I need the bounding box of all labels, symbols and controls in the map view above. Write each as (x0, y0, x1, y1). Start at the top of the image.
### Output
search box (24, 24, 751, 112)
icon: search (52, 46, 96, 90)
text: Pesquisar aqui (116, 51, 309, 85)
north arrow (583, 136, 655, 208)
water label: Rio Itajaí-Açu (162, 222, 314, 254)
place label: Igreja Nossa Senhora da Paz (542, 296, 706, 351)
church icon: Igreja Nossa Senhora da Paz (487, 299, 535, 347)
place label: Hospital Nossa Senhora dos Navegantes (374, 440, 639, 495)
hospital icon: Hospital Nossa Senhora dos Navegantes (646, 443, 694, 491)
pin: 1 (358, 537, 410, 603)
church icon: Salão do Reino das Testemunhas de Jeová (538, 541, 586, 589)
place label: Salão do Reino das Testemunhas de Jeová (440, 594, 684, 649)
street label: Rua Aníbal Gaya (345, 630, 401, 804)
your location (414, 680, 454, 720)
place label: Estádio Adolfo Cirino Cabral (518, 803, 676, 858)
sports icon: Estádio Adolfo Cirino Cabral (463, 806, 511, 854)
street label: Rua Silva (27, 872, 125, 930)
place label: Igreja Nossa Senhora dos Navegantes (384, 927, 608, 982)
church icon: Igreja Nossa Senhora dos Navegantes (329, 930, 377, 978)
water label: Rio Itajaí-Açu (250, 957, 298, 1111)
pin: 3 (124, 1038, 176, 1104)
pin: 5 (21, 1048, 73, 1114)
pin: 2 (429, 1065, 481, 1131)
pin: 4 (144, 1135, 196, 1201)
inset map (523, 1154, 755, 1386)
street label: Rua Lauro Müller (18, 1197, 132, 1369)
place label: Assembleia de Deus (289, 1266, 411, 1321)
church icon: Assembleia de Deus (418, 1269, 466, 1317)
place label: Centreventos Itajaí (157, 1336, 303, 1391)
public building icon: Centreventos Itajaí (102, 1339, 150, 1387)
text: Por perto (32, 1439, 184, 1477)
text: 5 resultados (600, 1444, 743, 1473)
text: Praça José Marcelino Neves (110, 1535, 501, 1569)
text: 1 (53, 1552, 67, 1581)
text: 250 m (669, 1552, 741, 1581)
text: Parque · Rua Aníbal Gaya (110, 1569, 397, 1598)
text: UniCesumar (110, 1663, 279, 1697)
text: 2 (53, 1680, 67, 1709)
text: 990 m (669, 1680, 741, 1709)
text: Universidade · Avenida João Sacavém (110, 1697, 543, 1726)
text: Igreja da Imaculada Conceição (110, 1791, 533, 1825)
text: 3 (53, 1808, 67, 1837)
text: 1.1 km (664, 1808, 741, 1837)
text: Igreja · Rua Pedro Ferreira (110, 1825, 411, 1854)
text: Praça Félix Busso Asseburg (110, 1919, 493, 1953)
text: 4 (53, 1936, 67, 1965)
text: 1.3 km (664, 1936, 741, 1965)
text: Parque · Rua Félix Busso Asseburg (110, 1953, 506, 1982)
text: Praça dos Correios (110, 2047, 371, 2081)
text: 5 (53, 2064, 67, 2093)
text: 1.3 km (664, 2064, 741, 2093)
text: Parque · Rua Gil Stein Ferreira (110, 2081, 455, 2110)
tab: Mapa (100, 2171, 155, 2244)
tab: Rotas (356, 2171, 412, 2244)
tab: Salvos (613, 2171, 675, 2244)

### WORK INSTRUCTIONS
Return an exact copy of the listing above, complete in every line.

### ANSWER SPACE
I need the bounding box of all labels, symbols and controls in the map view above. Write each as (x0, y0, x1, y1). Start at the top of the image.
### Output
search box (24, 24, 751, 112)
icon: search (52, 46, 96, 90)
text: Pesquisar aqui (116, 51, 309, 85)
north arrow (583, 136, 655, 208)
water label: Rio Itajaí-Açu (162, 222, 314, 254)
place label: Igreja Nossa Senhora da Paz (542, 296, 706, 351)
church icon: Igreja Nossa Senhora da Paz (487, 299, 535, 347)
place label: Hospital Nossa Senhora dos Navegantes (374, 440, 639, 495)
hospital icon: Hospital Nossa Senhora dos Navegantes (646, 443, 694, 491)
pin: 1 (358, 537, 410, 603)
church icon: Salão do Reino das Testemunhas de Jeová (538, 541, 586, 589)
place label: Salão do Reino das Testemunhas de Jeová (440, 594, 684, 649)
street label: Rua Aníbal Gaya (345, 630, 401, 804)
your location (414, 680, 454, 720)
place label: Estádio Adolfo Cirino Cabral (518, 803, 676, 858)
sports icon: Estádio Adolfo Cirino Cabral (463, 806, 511, 854)
street label: Rua Silva (27, 872, 125, 930)
place label: Igreja Nossa Senhora dos Navegantes (384, 927, 608, 982)
church icon: Igreja Nossa Senhora dos Navegantes (329, 930, 377, 978)
water label: Rio Itajaí-Açu (250, 957, 298, 1111)
pin: 3 (124, 1038, 176, 1104)
pin: 5 (21, 1048, 73, 1114)
pin: 2 (429, 1065, 481, 1131)
pin: 4 (144, 1135, 196, 1201)
inset map (523, 1154, 755, 1386)
street label: Rua Lauro Müller (18, 1197, 132, 1369)
place label: Assembleia de Deus (289, 1266, 411, 1321)
church icon: Assembleia de Deus (418, 1269, 466, 1317)
place label: Centreventos Itajaí (157, 1336, 303, 1391)
public building icon: Centreventos Itajaí (102, 1339, 150, 1387)
text: Por perto (32, 1439, 184, 1477)
text: 5 resultados (600, 1444, 743, 1473)
text: Praça José Marcelino Neves (110, 1535, 501, 1569)
text: 1 (53, 1552, 67, 1581)
text: 250 m (669, 1552, 741, 1581)
text: Parque · Rua Aníbal Gaya (110, 1569, 397, 1598)
text: UniCesumar (110, 1663, 279, 1697)
text: 2 (53, 1680, 67, 1709)
text: 990 m (669, 1680, 741, 1709)
text: Universidade · Avenida João Sacavém (110, 1697, 543, 1726)
text: Igreja da Imaculada Conceição (110, 1791, 533, 1825)
text: 3 (53, 1808, 67, 1837)
text: 1.1 km (664, 1808, 741, 1837)
text: Igreja · Rua Pedro Ferreira (110, 1825, 411, 1854)
text: Praça Félix Busso Asseburg (110, 1919, 493, 1953)
text: 4 (53, 1936, 67, 1965)
text: 1.3 km (664, 1936, 741, 1965)
text: Parque · Rua Félix Busso Asseburg (110, 1953, 506, 1982)
text: Praça dos Correios (110, 2047, 371, 2081)
text: 5 (53, 2064, 67, 2093)
text: 1.3 km (664, 2064, 741, 2093)
text: Parque · Rua Gil Stein Ferreira (110, 2081, 455, 2110)
tab: Mapa (100, 2171, 155, 2244)
tab: Rotas (356, 2171, 412, 2244)
tab: Salvos (613, 2171, 675, 2244)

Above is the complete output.